About that nickname: Brandon acquired it while visiting relatives in Rio Bravo, Mexico, situated roughly 18 miles from Weslaco. He was just a boy, perhaps 11 or 12, and it was teenage or pre-teen girls who affixed the “Heartbreaker” label to him. Indeed, in the looks department, he could give Ryan Garcia a run for his money. (Back off, ladies, Brandon has a steady girlfriend.)

Brandon Figueroa doesn’t want boxing to define him. “I’m also a businessman,” he says, noting that he owns several parcels of Weslaco real estate and owns stock in one of his sponsors, LOCK’DIN, a start-up, high-performance beverage company whose Board of Directors includes Manny Pacquiao.

Brandon Pacquiao

In high school, Brandon took classes in theater. He has a role in a forthcoming Amazon Prime movie, “Find Me,” and a starring role in the first episode of the reconstituted “Tales from the Crypt” which will air on HBO Max.

When Brandon quits boxing, will Hollywood beckon? “I can’t imagine settling down anywhere but in the Valley,” he says. “The Valley will always be a part of me.”

In his last outing, Figueroa won an interim WBC featherweight title with a lopsided decision over Mark Magsayo. In theory, that boosted him into a fight with Rey Vargas who was allowed to keep his WBC featherweight title after moving up to 130 where he suffered his first defeat at the hands of O’Shaquie Foster. But in boxing, “money” trumps “mandatory” and Vargas jumped at the chance to fight in Saudi Arabia where he was fortunate to retain his title when he received a draw in his match with Liverpool’s Nick Ball.

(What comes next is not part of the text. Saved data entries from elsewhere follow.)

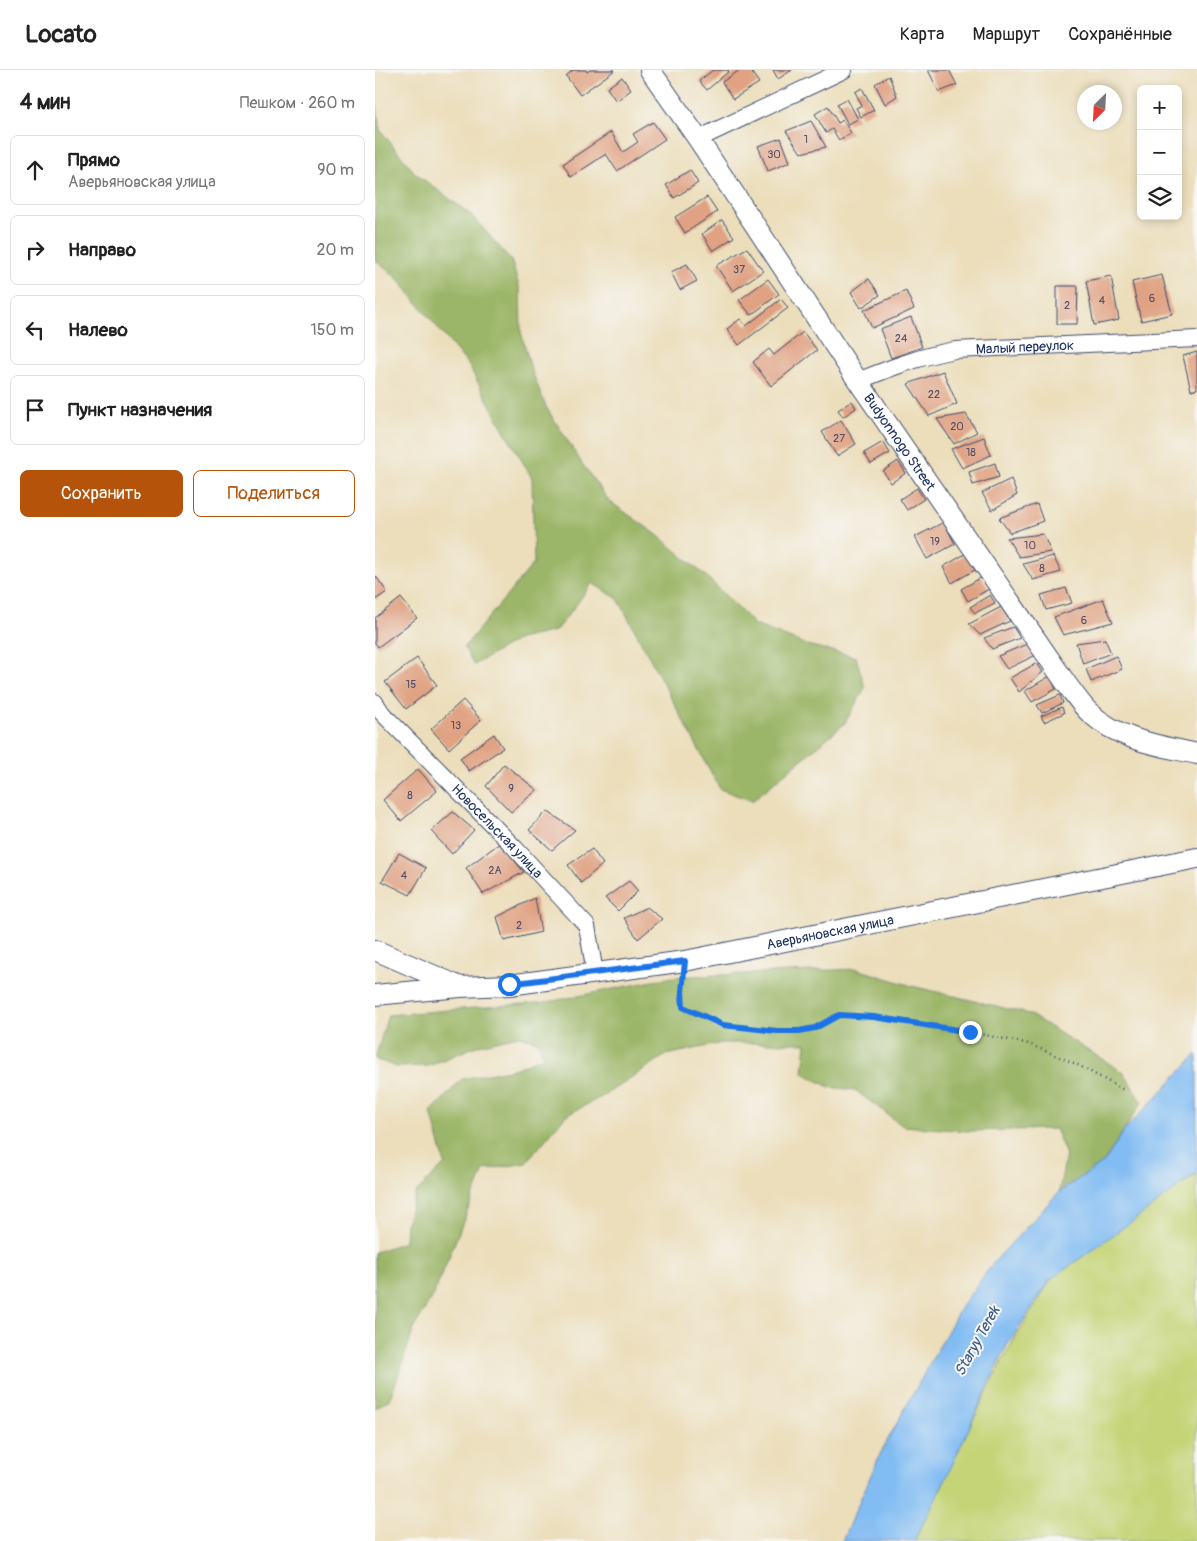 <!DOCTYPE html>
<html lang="ru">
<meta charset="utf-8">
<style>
body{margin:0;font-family:Pangolin,sans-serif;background:#f2f2f2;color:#222}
.controls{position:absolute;right:15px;top:15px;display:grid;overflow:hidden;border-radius:8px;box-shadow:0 2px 8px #0003}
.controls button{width:45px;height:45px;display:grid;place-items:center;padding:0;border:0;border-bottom:1px solid #e0e0e0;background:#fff;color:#222;font:25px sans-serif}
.compass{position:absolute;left:702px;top:15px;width:45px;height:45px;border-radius:50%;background:#fff;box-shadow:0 2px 8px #0003;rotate:204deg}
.stop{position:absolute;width:15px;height:15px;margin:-11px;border:4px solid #1a73e8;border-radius:50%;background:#fff}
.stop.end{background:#1a73e8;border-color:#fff;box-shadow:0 1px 5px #0008}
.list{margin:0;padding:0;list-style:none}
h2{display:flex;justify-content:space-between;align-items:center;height:65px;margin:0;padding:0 20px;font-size:21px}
h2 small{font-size:16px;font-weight:400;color:#767676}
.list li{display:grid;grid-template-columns:32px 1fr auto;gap:15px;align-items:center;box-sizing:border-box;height:70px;margin:0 10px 10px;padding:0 10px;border:1px solid #e0e0e0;border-radius:8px}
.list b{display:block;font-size:19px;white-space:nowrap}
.list p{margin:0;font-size:16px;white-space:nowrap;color:#767676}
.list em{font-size:16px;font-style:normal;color:#767676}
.actions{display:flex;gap:10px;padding:15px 20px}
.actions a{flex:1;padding:11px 0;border:1px solid #b45309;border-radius:8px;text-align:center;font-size:18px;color:#b45309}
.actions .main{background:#b45309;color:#fff}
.icon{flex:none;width:28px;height:28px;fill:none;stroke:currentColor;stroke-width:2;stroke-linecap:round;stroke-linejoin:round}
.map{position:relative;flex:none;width:822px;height:1471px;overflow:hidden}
header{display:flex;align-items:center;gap:30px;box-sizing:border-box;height:70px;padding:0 25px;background:#fff;border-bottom:1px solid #e0e0e0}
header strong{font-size:24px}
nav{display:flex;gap:28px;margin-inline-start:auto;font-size:18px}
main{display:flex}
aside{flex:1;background:#fff}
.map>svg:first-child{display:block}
</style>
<header>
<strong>Locato</strong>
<nav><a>Карта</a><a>Маршрут</a><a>Сохранённые</a></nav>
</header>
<main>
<aside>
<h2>4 мин<small>Пешком · 260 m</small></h2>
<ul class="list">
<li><svg class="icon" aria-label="ahead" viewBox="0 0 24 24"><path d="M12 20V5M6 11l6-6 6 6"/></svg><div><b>Прямо</b><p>Аверьяновская улица</p></div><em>90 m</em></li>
<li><svg class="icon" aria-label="right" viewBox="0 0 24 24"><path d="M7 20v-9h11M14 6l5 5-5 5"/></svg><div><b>Направо</b></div><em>20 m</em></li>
<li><svg class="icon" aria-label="left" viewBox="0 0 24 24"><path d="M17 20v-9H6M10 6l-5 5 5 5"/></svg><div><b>Налево</b></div><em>150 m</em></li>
<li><svg class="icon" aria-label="arrive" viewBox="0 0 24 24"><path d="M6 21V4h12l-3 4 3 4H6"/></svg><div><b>Пункт назначения</b></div></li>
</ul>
<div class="actions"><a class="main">Сохранить</a><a>Поделиться</a></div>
</aside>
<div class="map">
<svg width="822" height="1471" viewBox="0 0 822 1471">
<rect width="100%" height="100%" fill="#f6f6f2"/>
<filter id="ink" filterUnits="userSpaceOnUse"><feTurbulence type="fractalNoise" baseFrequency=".02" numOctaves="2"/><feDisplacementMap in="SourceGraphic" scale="10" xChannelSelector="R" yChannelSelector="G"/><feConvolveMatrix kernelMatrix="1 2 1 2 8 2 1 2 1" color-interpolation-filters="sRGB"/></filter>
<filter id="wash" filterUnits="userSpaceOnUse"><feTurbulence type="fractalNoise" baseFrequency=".0096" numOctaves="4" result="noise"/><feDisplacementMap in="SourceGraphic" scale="20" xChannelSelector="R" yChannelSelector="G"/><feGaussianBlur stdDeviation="1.12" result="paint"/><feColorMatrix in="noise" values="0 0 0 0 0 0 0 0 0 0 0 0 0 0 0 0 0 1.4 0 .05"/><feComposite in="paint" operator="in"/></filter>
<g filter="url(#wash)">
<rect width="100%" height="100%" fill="#ecdebb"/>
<!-- green -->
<path fill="#c4d476" stroke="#70826a" d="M822,1104V1471H538L633,1280L680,1203Z"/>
<!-- forest -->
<path fill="#9bb667" stroke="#5b7262" d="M0,23L5,60L40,103L96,145L136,190L145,220L146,262L156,299L171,337L208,395L234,431L281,464L332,507L380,555L432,575L481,587L490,618L469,654L377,731L345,719L243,529L217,513L198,539L180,561L144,569L99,595L89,577L159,493L157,408L126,355L94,296L22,208L0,190Z
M482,899L537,916L654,944L748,1002L767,1032L729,1092L684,1122L691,1085L680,1059L593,1061L528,1056L480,1020L454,1017L428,1003L431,973H347L291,985L228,1026L190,1046L151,1093L109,1100L59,1224L40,1256L15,1329L0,1338V1182L30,1172L31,1153L41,1122L70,1094L56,1042L87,1009L139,999L168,987L163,971L143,966L104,975L53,996L22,997L0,989L13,945L173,932L298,907Z"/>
<!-- water -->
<path fill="#81bcf3" stroke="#4e76a8" d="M822,984V1103L769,1143L676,1209L631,1277L572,1406L539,1471H467L506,1382L586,1237L619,1192L684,1122L729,1092L749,1061Z"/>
<g id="blocks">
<!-- building -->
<path fill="#e0a283" d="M198,0H211L212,2L215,0H240L205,25L191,6Z
M338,0H353L354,1L332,20L324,11Z
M365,0H375L384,13L358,29L347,12Z
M398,0H417L403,9Z
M553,0H574L582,15L564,22Z
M514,6L522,26L510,34L500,14Z
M247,7L256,20L241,31L232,18Z
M487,18L499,40L486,47L481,38L487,35L480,22Z
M472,29L483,49L473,54L462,34Z
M453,36L463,53L468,50L476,63L464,70L457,59L451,63L440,44Z
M436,51L451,77L426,83L411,61Z
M278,52L290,69L242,101L231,84L196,107L188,94L236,62L248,82L263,72L258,64Z
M406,68L415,92L393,101L383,76Z
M315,100L323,113L299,128L291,115Z
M332,127L342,142L310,163L300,147Z
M347,150L359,167L338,181L327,164Z
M372,178L388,201L358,221L341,196Z
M312,194L322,211L305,220L296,202Z
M787,205L797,244L766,251L757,212Z
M736,206L744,250L719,255L711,211Z
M393,209L404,224L376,245L364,230Z
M494,209L505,225L486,238L476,222Z
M682,216H703L702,254H682Z
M531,221L539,239L497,258L489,240Z
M406,229L413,238L364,275L352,259L365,249L371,256Z
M536,247L547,277L516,288L505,259Z
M428,262L442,280L396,316L378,292L394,279L399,285Z
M822,282V319L816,320L808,286Z
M568,301L582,334L554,346L533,314Z
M477,331L481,338L468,347L463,340Z
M591,344L602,362L579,374L562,349Z
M466,350L481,374L462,386L447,362Z
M609,367L616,385L587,398L576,379Z
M508,372L515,383L496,394L489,383Z
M523,391L531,403L516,413L508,401Z
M620,393L624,407L598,415L594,402Z
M636,409L642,425L617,440L607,423Z
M542,418L549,429L532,440L525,429Z
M662,434L668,451L635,463L624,448Z
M569,452L580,474L552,489L540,467Z
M668,464L676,482L644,487L632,468Z
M595,481L605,497L577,513L568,497Z
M678,486L686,502L658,510L648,494Z
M0,505L12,522L0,530Z
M607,507L614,519L593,531L586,519Z
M691,518L697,533L671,540L666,525Z
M615,525L620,533L600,543L595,537Z
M26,528L42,548L3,577L0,573V548Z
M728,529L738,552L688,565L679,547Z
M626,537L635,551L605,565L594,554Z
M638,557L645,568L617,579L609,568Z
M730,569L736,583L708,594L701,573Z
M652,574L661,585L632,599L623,586Z
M741,586L747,599L716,612L711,599Z
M42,588L62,615L31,639L10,612Z
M662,593L668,602L644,622L635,608Z
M675,606L681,619L657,632L650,621Z
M685,625L688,633L667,643L662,635Z
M88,630L106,650L74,679L56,659Z
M687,637L689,643L669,652L666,646Z
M119,664L128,678L94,701L85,688Z
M129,694L162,720L136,742L111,716Z
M43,699L62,721L26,751L8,730Z
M172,741L200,760L177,780L154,760Z
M78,742L99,760L77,784L56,761Z
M125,773L149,802L108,824L91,798Z
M217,779L228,794L206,813L193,795Z
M24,783L51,798L35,825L7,811Z
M254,811L263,821L243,841L230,828Z
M160,828L166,862L129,871L122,847Z
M272,837L287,849L263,869L249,848Z"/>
</g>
</g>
<g filter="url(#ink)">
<use href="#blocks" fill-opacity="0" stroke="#3a496c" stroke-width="1"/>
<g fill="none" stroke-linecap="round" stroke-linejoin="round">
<defs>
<g id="minor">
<path d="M323,69L469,0"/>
<path id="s1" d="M483,311C515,298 546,286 580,280L822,269"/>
<path id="s2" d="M0,632L7,643L139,777L212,856L220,903"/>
</g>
<g id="tertiary">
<path id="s3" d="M275,0L323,69L483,311L693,616C700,625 707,636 715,643C746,671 783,675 822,684"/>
<path d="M0,880L83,916"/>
<path id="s4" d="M0,925L85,917L134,915L310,891L822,788"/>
</g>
</defs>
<!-- minor casing -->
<use href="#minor" stroke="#3a496c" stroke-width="18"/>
<!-- tertiary casing -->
<use href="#tertiary" stroke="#3a496c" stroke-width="22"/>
<!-- path -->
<path stroke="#3a496c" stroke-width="2.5" stroke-dasharray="1 4" stroke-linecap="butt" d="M308,906L307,922L308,937L348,955L402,961H424L440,958L464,945L499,947L595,962L654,974L701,994L749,1020"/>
<!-- minor -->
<use href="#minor" stroke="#fff" stroke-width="16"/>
<!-- tertiary -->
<use href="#tertiary" stroke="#fff" stroke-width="20"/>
</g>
</g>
<g fill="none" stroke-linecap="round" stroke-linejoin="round" filter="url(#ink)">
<!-- route -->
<path stroke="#1a73e8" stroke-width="6" d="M134,914L310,891L307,922L308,937L348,955L402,961H424L440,958L464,945L499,947L595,962"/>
</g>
<g text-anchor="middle" stroke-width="4" stroke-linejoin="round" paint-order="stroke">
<!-- number labels -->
<g font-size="11" fill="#4c4c67">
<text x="431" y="73">1</text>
<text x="399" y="88">30</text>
<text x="364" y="203">37</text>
<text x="777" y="232">6</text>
<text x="727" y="234">4</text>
<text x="692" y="239">2</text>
<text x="526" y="272">24</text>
<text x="559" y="328">22</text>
<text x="582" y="360">20</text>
<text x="464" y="372">27</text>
<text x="596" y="386">18</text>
<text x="560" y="475">19</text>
<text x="655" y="479">10</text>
<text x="667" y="502">8</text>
<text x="709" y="554">6</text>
<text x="36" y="618">15</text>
<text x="81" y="659">13</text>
<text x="136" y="722">9</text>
<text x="35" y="729">8</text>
<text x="120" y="804">2А</text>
<text x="29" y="809">4</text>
<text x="144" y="859">2</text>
</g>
<!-- street labels -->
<g font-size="14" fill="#1b2f5e" stroke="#f6f6f2">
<text dy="5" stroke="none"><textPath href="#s1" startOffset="172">Малый переулок</textPath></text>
<text dy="5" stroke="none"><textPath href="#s3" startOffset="448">Budyonnogo Street</textPath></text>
<text dy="5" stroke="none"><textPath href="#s2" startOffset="178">Новосельская улица</textPath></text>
<text dy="5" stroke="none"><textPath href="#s4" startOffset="460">Аверьяновская улица</textPath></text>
</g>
<!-- water labels -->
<g font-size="15" font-style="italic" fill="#3a598b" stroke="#f6f6f2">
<text transform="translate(602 1271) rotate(-61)" y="5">Staryy Terek</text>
</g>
</g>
</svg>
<div class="controls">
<button>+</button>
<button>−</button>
<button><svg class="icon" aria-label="layers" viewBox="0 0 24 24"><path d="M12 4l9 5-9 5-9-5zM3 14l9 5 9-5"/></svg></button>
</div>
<svg class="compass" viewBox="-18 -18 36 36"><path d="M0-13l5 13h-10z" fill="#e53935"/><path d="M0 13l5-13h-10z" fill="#767676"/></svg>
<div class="stop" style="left:134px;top:914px"></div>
<div class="stop end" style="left:595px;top:962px"></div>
</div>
</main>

The most lucrative fight out there would be a match with four-belt super bantamweight champion and pound-for-pound king Naoya Inoue who has expressed an interest in moving up to featherweight after disposing of Luis Nery. Yes, that’s putting the cart before the horse, but Brandon Figueroa thinks the challenger from Tijuana, despite his impressive record (35-1-1, 27 KOs) has scant chance of winning. “I found a hole in Nery’s style,” he said, “and knew that once fatigue set in for him, he would be mine.”

Inoue vs. Nery is a very big deal in Japan in part because there’s a hero and a villain. Luis Nery is the only man to defeat the popular Shinsuke Yamanaka, a long-reigning title-holder who quit the sport after Nery knocked him out twice. After their first meeting, Nery’s “A” and “B” samples tested positive for a banned substance and he came in three pounds overweight for the rematch (a substantial edge in a small weight class), for which he was suspended and dropped from the WBC rankings. Nery, wrote TSS correspondent Tamas Pradarics, “repeatedly cheated on the Japanese in ugly and disgusting ways,” and the Japanese haven’t forgotten.

If Brandon Figueroa goes off to Japan some day to oppose Naoya Inoue, it will take some doing to contort him into a villain. “I love the Japanese people and the Japanese culture,” he says, “the whole Samurai thing which is so in tune with the warrior spirit of Mexicans.”


The pay-per-view portion of Saturday’s show is available for purchase on various cable and satellite platforms including Prime Video, DAZN.com, and PPV.com. First bell is slated for 8 pm ET/5 pm PT.

Brandon Figueroa vs. Jessie Magdaleno will be the second bout on the four-fight PPV program. It will follow the WBA world welterweight title fight between Eimantas Stanionis and Gabriel Maestre and will precede the WBC interim world welterweight title fight between Mario Barrios and Fabian Maidana.